# TASK TO COMPLETE
Report how many lines below contain the word "fillStyle". Give only the number.

# EXTRACTED ENTRIES
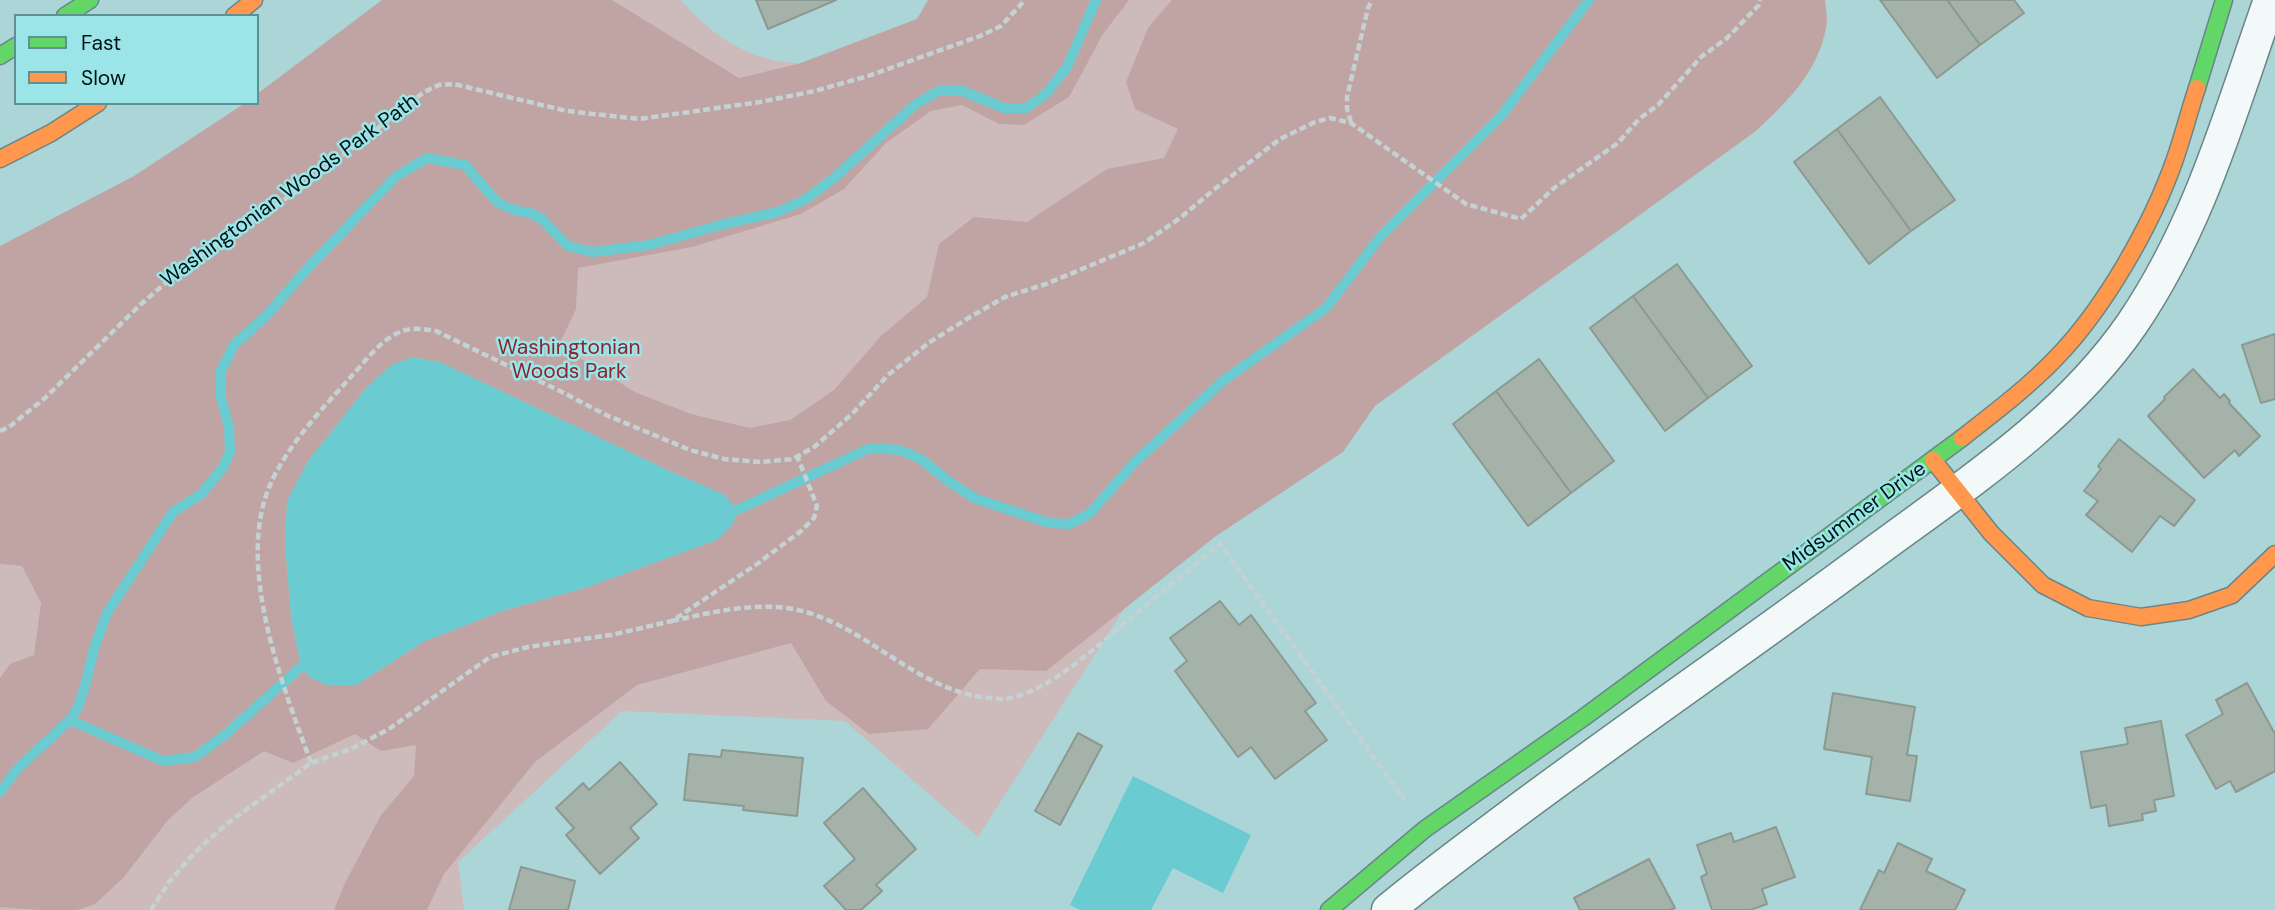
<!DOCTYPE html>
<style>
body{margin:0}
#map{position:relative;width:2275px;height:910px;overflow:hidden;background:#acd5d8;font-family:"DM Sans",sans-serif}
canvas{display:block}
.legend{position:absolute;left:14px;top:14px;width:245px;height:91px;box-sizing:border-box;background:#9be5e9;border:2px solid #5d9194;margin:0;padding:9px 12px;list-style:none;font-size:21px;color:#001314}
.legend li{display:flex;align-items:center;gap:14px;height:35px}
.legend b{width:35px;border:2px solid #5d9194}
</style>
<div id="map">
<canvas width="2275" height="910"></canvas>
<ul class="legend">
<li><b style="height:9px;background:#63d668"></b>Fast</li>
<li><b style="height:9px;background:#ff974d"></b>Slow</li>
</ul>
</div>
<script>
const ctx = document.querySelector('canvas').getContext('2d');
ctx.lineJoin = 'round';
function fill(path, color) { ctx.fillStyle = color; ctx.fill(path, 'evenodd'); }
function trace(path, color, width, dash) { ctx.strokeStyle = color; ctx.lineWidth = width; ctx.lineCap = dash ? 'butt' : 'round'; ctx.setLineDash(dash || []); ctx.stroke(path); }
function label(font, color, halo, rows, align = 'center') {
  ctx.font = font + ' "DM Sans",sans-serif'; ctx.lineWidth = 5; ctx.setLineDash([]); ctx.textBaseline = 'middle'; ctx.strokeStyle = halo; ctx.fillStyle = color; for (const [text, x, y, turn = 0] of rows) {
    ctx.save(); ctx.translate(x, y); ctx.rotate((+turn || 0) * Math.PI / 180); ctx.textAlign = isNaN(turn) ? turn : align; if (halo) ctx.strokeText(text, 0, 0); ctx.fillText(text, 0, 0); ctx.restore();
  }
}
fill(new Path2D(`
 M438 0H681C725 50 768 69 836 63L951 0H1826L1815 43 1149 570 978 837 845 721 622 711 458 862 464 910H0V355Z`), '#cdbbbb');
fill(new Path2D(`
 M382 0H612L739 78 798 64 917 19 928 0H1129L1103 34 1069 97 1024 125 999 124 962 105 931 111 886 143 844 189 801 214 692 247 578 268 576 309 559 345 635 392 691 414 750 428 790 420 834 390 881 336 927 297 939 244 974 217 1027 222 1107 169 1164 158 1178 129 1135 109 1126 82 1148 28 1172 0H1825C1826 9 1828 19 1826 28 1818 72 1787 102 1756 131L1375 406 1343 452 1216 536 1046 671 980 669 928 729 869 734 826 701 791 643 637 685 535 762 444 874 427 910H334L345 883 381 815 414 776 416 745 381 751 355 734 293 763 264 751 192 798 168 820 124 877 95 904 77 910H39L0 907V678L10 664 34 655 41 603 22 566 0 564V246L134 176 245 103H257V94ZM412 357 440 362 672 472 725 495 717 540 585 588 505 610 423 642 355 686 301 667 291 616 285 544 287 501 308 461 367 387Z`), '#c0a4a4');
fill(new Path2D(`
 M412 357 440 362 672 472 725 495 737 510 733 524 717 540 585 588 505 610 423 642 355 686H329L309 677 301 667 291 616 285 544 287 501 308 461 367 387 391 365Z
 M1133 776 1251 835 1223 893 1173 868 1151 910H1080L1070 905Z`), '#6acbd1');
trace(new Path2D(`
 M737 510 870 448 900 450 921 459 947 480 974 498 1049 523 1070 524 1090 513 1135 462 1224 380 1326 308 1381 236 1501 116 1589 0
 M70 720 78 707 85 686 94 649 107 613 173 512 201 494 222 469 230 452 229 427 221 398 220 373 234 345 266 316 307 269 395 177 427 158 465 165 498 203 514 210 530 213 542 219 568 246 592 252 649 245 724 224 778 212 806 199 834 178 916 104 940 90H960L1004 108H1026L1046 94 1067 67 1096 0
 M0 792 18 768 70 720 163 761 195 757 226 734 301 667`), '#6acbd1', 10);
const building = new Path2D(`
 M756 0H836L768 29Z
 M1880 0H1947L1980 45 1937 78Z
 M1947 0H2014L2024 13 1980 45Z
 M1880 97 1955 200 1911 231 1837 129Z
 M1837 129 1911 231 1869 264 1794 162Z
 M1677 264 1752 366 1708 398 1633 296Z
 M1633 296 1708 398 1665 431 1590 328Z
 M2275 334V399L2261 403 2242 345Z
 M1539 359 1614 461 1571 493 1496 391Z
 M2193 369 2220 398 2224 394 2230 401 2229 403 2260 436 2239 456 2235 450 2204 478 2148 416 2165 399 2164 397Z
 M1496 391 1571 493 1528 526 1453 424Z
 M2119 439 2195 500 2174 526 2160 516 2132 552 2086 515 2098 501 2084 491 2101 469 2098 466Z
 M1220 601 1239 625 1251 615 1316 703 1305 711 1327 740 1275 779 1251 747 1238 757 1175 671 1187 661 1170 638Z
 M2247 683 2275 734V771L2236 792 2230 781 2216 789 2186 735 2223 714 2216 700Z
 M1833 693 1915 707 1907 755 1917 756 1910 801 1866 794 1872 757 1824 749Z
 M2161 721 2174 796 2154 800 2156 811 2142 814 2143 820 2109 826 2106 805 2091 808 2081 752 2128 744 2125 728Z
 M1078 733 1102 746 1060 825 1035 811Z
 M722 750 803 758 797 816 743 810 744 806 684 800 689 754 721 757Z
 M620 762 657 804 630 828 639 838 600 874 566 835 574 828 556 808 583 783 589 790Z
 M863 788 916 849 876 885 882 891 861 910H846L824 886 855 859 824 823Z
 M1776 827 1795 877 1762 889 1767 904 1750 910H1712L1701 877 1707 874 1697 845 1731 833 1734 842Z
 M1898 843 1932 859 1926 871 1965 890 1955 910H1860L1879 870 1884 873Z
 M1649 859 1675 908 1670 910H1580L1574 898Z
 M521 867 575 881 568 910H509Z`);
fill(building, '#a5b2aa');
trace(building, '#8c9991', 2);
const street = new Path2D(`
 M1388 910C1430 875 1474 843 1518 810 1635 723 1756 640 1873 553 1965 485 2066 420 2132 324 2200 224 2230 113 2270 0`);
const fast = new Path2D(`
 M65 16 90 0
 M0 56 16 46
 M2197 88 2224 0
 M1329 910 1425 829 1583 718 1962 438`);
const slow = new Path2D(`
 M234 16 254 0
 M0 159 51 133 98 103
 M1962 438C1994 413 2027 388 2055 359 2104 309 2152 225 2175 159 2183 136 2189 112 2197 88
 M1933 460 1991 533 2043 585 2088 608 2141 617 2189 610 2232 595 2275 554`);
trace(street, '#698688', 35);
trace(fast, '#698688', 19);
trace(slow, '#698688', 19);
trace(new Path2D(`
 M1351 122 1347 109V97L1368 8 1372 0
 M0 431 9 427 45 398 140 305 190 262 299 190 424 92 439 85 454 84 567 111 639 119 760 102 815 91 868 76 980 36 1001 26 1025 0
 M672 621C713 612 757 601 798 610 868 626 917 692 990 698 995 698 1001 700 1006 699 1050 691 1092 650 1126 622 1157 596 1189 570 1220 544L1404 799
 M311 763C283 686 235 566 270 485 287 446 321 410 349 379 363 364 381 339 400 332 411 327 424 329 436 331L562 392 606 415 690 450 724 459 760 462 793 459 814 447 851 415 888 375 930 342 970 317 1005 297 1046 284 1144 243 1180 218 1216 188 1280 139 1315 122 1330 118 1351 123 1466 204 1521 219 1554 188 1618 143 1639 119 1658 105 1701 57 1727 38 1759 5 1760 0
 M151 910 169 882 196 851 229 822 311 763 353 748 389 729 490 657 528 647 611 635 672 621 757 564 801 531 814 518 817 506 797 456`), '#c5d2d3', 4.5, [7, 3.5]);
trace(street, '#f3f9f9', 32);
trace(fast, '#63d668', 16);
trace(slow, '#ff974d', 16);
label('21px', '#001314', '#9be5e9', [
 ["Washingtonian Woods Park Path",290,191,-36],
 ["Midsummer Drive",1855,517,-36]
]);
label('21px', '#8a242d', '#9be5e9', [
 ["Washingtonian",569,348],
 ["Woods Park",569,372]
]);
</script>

# ANSWER FOR THIS EXERCISE
2